▶ [WHAT YOU WILL DO] Your output must reproduce all the records below precisely and contain no pictures.

--- INFORMATION ---

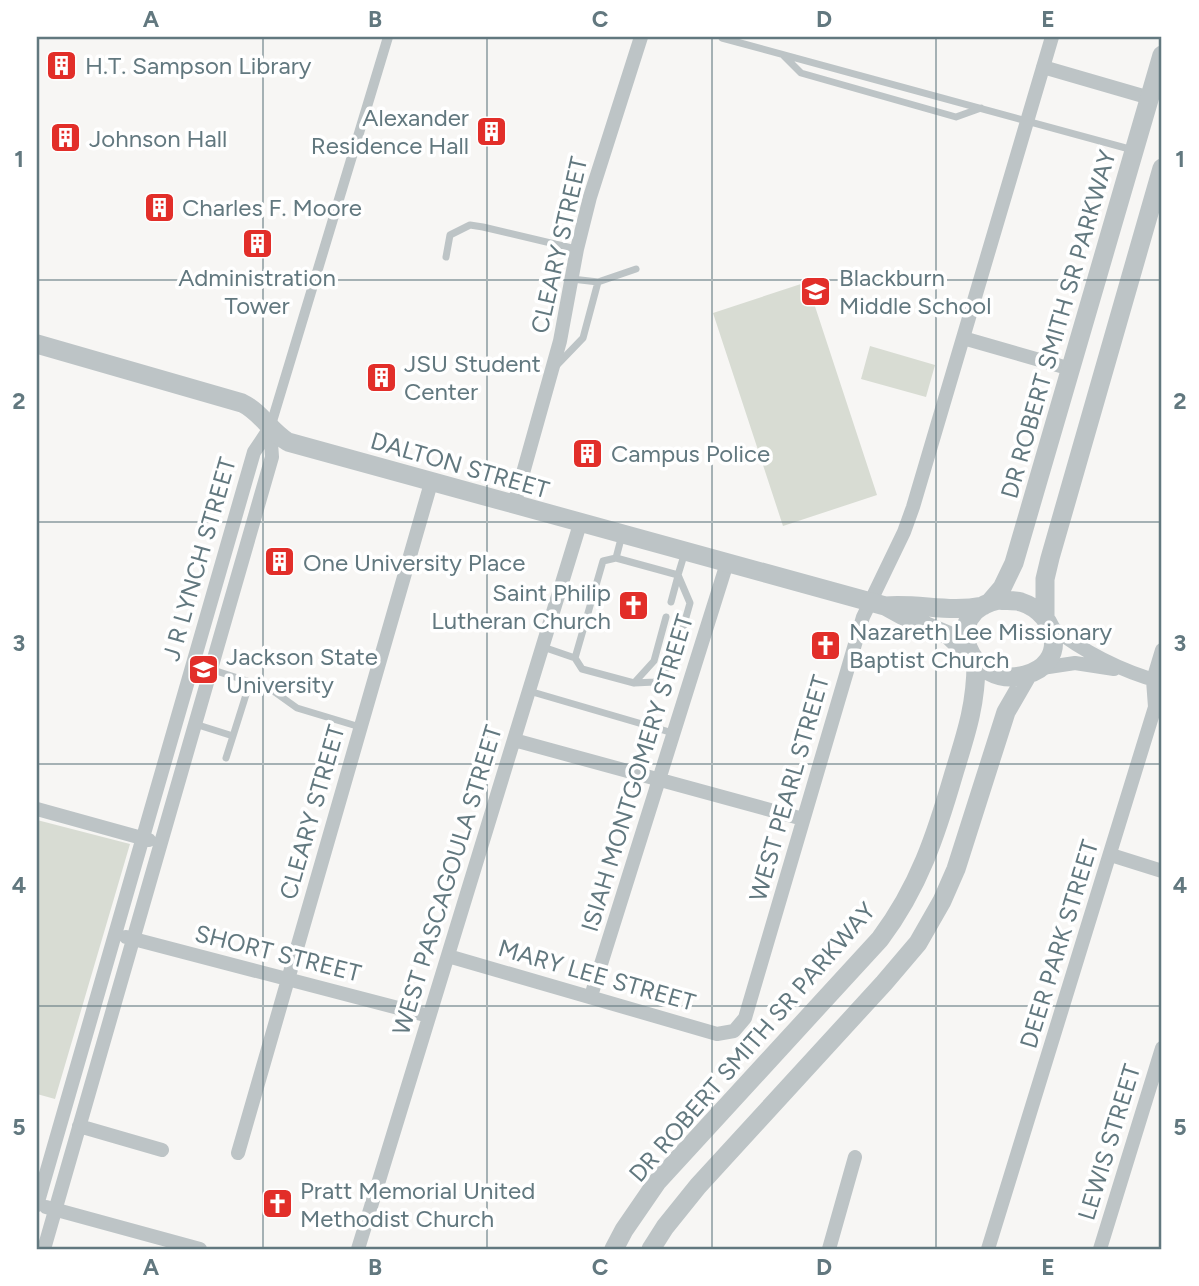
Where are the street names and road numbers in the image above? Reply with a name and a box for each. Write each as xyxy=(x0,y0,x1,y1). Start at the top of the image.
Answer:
street label: DR ROBERT SMITH SR PARKWAY xyxy=(994,146,1122,502)
street label: CLEARY STREET xyxy=(525,154,593,336)
street label: DALTON STREET xyxy=(367,426,553,504)
street label: J R LYNCH STREET xyxy=(156,454,242,664)
street label: ISIAH MONTGOMERY STREET xyxy=(575,611,699,935)
street label: WEST PEARL STREET xyxy=(743,672,835,904)
street label: CLEARY STREET xyxy=(273,721,351,903)
street label: WEST PASCAGOULA STREET xyxy=(386,722,508,1038)
street label: DEER PARK STREET xyxy=(1014,836,1104,1052)
street label: DR ROBERT SMITH SR PARKWAY xyxy=(623,896,882,1188)
street label: SHORT STREET xyxy=(192,918,364,988)
street label: MARY LEE STREET xyxy=(495,933,699,1017)
street label: LEWIS STREET xyxy=(1072,1061,1146,1223)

---

▶ [TASK ANSWER]
Where are the street names and road numbers in the image above? Reply with a name and a box for each. Write each as xyxy=(x0,y0,x1,y1). Start at the top of the image.
Answer:
street label: DR ROBERT SMITH SR PARKWAY xyxy=(994,146,1122,502)
street label: CLEARY STREET xyxy=(525,154,593,336)
street label: DALTON STREET xyxy=(367,426,553,504)
street label: J R LYNCH STREET xyxy=(156,454,242,664)
street label: ISIAH MONTGOMERY STREET xyxy=(575,611,699,935)
street label: WEST PEARL STREET xyxy=(743,672,835,904)
street label: CLEARY STREET xyxy=(273,721,351,903)
street label: WEST PASCAGOULA STREET xyxy=(386,722,508,1038)
street label: DEER PARK STREET xyxy=(1014,836,1104,1052)
street label: DR ROBERT SMITH SR PARKWAY xyxy=(623,896,882,1188)
street label: SHORT STREET xyxy=(192,918,364,988)
street label: MARY LEE STREET xyxy=(495,933,699,1017)
street label: LEWIS STREET xyxy=(1072,1061,1146,1223)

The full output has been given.